> [Records for the exercise]
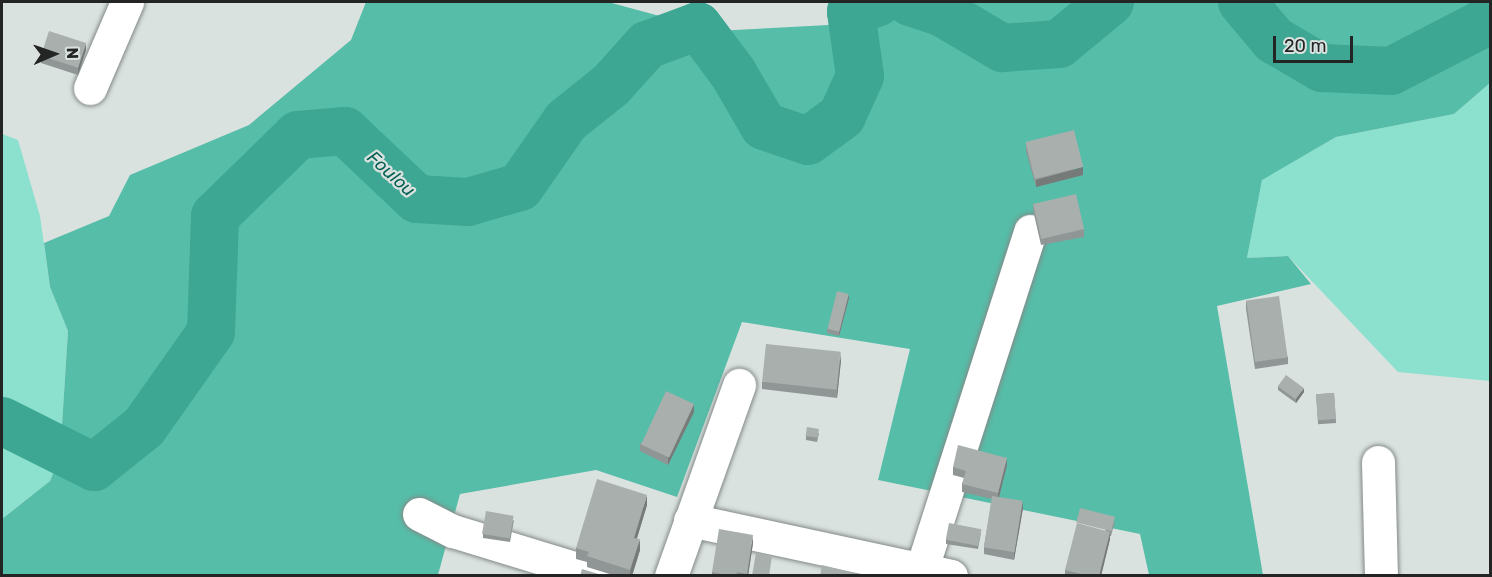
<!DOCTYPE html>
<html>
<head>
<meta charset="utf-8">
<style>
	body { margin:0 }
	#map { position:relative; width:1492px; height:577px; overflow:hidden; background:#dae2e0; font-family:Rubik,sans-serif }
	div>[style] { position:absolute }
	.green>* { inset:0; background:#8be1ce }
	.forest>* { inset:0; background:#56bda8 }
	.river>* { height:48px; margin:-24px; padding:0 24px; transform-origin:24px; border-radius:24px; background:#3da793 }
	.roads { filter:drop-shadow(0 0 2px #838a88) drop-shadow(0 0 2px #838a88) }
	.minor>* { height:33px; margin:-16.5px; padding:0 16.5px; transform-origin:16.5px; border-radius:16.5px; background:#fff }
	.wall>* { inset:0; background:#909695; transform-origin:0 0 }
	.shaded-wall>* { inset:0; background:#767a79 }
	.building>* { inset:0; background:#a8afad; transform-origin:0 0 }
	span { translate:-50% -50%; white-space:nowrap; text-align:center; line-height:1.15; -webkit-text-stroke:4.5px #dae2e0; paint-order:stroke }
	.water-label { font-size:18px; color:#056052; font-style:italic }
	.frame { position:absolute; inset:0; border:3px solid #222524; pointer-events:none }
	.north { position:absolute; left:24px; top:24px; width:60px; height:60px; -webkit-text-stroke:4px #dae2e0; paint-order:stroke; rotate:88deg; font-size:16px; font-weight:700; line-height:24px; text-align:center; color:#222524 }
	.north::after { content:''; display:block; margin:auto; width:21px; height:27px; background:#222524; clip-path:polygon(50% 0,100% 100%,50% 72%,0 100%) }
	.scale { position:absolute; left:1273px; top:36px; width:80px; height:27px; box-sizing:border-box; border:3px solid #222524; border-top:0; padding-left:8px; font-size:18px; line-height:21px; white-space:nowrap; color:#222524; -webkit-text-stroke:4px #dae2e0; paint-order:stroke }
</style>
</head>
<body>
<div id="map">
	<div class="green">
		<i style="clip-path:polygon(1490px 83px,1490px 381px,1398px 372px,1288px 256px,1247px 258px,1262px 179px,1336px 137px,1454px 114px)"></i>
		<i style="clip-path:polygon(2px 134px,18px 140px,40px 216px,50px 287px,68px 331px,60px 456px,50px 481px,2px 519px)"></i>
	</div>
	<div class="forest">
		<i style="clip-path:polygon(366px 2px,608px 2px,715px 31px,828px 25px,866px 2px,1490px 2px,1490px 83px,1454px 114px,1336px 137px,1262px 180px,1247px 258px,1288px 256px,1311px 284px,1217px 306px,1263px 575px,1149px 575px,1140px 534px,878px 480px,910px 349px,742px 322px,677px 497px,596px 470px,460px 494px,438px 575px,2px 576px,2px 519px,50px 481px,60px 456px,68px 331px,50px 287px,44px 243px,109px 216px,130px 175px,249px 125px,351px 40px)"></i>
	</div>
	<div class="river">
		<i style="left:910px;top:2px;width:35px;rotate:18deg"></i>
		<i style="left:943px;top:13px;width:69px;rotate:30.7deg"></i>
		<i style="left:1002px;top:48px;width:57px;rotate:-4deg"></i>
		<i style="left:1059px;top:44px;width:66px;rotate:-39.5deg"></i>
		<i style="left:1242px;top:2px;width:50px;rotate:49.9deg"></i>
		<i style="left:1274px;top:40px;width:56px;rotate:30.3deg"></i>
		<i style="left:1322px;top:68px;width:69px;rotate:2.5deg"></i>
		<i style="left:1391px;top:71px;width:111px;rotate:-27.3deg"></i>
		<i style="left:2px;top:421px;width:103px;rotate:26.6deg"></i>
		<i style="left:94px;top:467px;width:64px;rotate:-38.7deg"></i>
		<i style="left:144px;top:427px;width:116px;rotate:-54.8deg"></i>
		<i style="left:211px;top:332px;width:116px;rotate:-88deg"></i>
		<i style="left:215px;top:216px;width:116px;rotate:-44.3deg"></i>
		<i style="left:298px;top:135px;width:47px;rotate:-4.9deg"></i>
		<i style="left:345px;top:131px;width:99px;rotate:43.4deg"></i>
		<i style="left:417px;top:199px;width:51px;rotate:3.4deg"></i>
		<i style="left:468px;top:202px;width:54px;rotate:-16.1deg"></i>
		<i style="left:520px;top:187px;width:80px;rotate:-55.1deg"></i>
		<i style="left:566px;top:121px;width:58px;rotate:-38.7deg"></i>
		<i style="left:611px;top:85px;width:54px;rotate:-48deg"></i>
		<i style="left:647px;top:45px;width:54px;rotate:-20.4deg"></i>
		<i style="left:698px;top:26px;width:59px;rotate:53.3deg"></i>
		<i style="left:733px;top:73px;width:61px;rotate:59.7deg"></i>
		<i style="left:764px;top:126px;width:46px;rotate:18.8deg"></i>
		<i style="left:808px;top:141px;width:42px;rotate:-36.3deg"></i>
		<i style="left:842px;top:116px;width:44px;rotate:-65.8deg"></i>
		<i style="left:860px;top:76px;width:65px;rotate:-98deg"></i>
		<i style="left:851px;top:12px;width:29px;rotate:-20deg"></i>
	</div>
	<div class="roads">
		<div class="minor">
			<i style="left:90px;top:88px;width:94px;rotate:-66.7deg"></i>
			<i style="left:1378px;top:462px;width:114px;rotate:88.5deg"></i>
			<i style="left:419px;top:514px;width:38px;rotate:27deg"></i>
			<i style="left:453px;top:531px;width:154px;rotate:17deg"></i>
			<i style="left:690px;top:520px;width:267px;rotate:12.1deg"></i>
			<i style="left:922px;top:568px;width:354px;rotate:-72.2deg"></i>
			<i style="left:671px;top:576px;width:203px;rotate:-70.4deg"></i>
		</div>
	</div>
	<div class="wall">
		<i style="clip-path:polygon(86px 50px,78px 75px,41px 63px,41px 56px)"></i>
		<i style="clip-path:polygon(1026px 143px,1083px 175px,1036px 187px,1026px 151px)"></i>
		<i style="clip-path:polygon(1033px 203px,1084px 229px,1084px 237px,1041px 245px,1033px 210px)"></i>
		<i style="clip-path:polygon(849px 298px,839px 336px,827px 333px,827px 329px)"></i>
		<i style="clip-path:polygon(1246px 301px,1288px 357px,1288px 364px,1255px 369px,1246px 309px)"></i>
		<i style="clip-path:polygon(841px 360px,837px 398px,762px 389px,762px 382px)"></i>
		<i style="clip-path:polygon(1278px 386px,1304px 392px,1296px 403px,1278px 390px)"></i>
		<i style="left:1334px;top:393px;width:30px;height:18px;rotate:86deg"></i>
		<i style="clip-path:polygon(694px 412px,668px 465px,640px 451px,640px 444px)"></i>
		<i style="clip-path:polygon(819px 433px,817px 442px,806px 440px,806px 436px)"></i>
		<i style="clip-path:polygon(1007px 465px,999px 497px,1023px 508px,1014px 560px,984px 554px,984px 547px,992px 499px,962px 492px,962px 484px,964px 478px,953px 475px,953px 467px)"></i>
		<i style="clip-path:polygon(647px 505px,637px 538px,640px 550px,632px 576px,616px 576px,587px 567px,587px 562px,576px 559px,576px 548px)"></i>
		<i style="clip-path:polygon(514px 520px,510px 542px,483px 538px,483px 534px)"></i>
		<i style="clip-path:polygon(1115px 521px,1111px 536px,1110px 536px,1110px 539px,1101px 576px,1065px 576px,1065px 570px)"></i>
		<i style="clip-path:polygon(981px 533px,978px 549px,946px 544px,946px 540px)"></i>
		<i style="clip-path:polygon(753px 543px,748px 576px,712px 576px,712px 572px)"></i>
	</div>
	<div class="shaded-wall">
		<i style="clip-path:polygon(86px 43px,86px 50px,78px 75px,78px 68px)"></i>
		<i style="clip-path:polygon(1083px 167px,1083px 175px,1036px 187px,1036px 180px)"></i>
		<i style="clip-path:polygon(849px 294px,849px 298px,839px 336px,839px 332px)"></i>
		<i style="clip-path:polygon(841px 352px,841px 360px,837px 398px,837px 390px)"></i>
		<i style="clip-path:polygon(1304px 388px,1304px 392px,1296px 403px,1296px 399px)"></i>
		<i style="clip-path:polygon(694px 404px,694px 412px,668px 465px,668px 457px)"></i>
		<i style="clip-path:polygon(1007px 458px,1007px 465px,998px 501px,998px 493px)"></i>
		<i style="clip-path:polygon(647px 495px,647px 505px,634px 548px,634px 538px)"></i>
		<i style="clip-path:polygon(1023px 501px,1023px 508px,1014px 560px,1014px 552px)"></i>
		<i style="clip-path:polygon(1110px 532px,1110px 539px,1101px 576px,1099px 576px)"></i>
		<i style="clip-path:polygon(753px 535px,753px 543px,748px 576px,747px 576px)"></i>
		<i style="clip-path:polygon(640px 539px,640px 550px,632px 576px,630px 576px,630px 570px)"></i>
	</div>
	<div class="building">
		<i style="left:49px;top:31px;width:39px;height:26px;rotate:18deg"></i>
		<i style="left:1074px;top:130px;width:38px;height:50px;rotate:76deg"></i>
		<i style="left:1076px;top:194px;width:36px;height:44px;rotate:77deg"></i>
		<i style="left:837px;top:291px;width:12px;height:39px;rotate:14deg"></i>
		<i style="left:1279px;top:296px;width:62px;height:33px;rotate:82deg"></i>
		<i style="left:766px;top:344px;width:75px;height:38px;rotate:6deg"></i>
		<i style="left:1286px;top:375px;width:22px;height:14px;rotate:36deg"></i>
		<i style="left:666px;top:391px;width:31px;height:59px;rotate:25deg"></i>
		<i style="left:1334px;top:393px;width:26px;height:18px;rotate:86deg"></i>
		<i style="left:807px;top:427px;width:12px;height:9px;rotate:9deg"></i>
		<i style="clip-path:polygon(958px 445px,1007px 458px,998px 493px,962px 484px,966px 471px,953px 467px)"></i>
		<i style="clip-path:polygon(597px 479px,647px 495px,634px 538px,640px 539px,630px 570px,587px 556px,589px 552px,576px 548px)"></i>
		<i style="left:992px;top:496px;width:31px;height:52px;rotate:9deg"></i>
		<i style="left:1080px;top:508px;width:36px;height:15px;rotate:14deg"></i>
		<i style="left:486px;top:511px;width:28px;height:23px;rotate:10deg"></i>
		<i style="left:949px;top:523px;width:33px;height:17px;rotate:11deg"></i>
		<i style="clip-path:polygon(1077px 523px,1110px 532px,1099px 576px,1089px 576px,1065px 570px)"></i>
		<i style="clip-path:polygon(719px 529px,753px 535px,747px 574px,737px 572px,736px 576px,729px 576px,712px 572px)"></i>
		<i style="clip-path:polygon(756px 553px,772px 556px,769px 576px,752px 576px)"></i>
		<i style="clip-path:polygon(822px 565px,866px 576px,820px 576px)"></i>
		<i style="clip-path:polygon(582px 569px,605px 576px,580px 576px)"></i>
	</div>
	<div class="water-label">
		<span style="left:391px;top:174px;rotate:42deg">Foulou</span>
	</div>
	<div class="frame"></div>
	<div class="north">N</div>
	<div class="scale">20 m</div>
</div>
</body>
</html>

> [Your goal]
In the listing above, find the line with "font-size:18px; color:#056052; font-style:italic" and the line with "position:absolute; left:24px; top:24px;"; set down exactly those two lines and every line between them, nothing more.

> [Output for this task]
	.water-label { font-size:18px; color:#056052; font-style:italic }
	.frame { position:absolute; inset:0; border:3px solid #222524; pointer-events:none }
	.north { position:absolute; left:24px; top:24px; width:60px; height:60px; -webkit-text-stroke:4px #dae2e0; paint-order:stroke; rotate:88deg; font-size:16px; font-weight:700; line-height:24px; text-align:center; color:#222524 }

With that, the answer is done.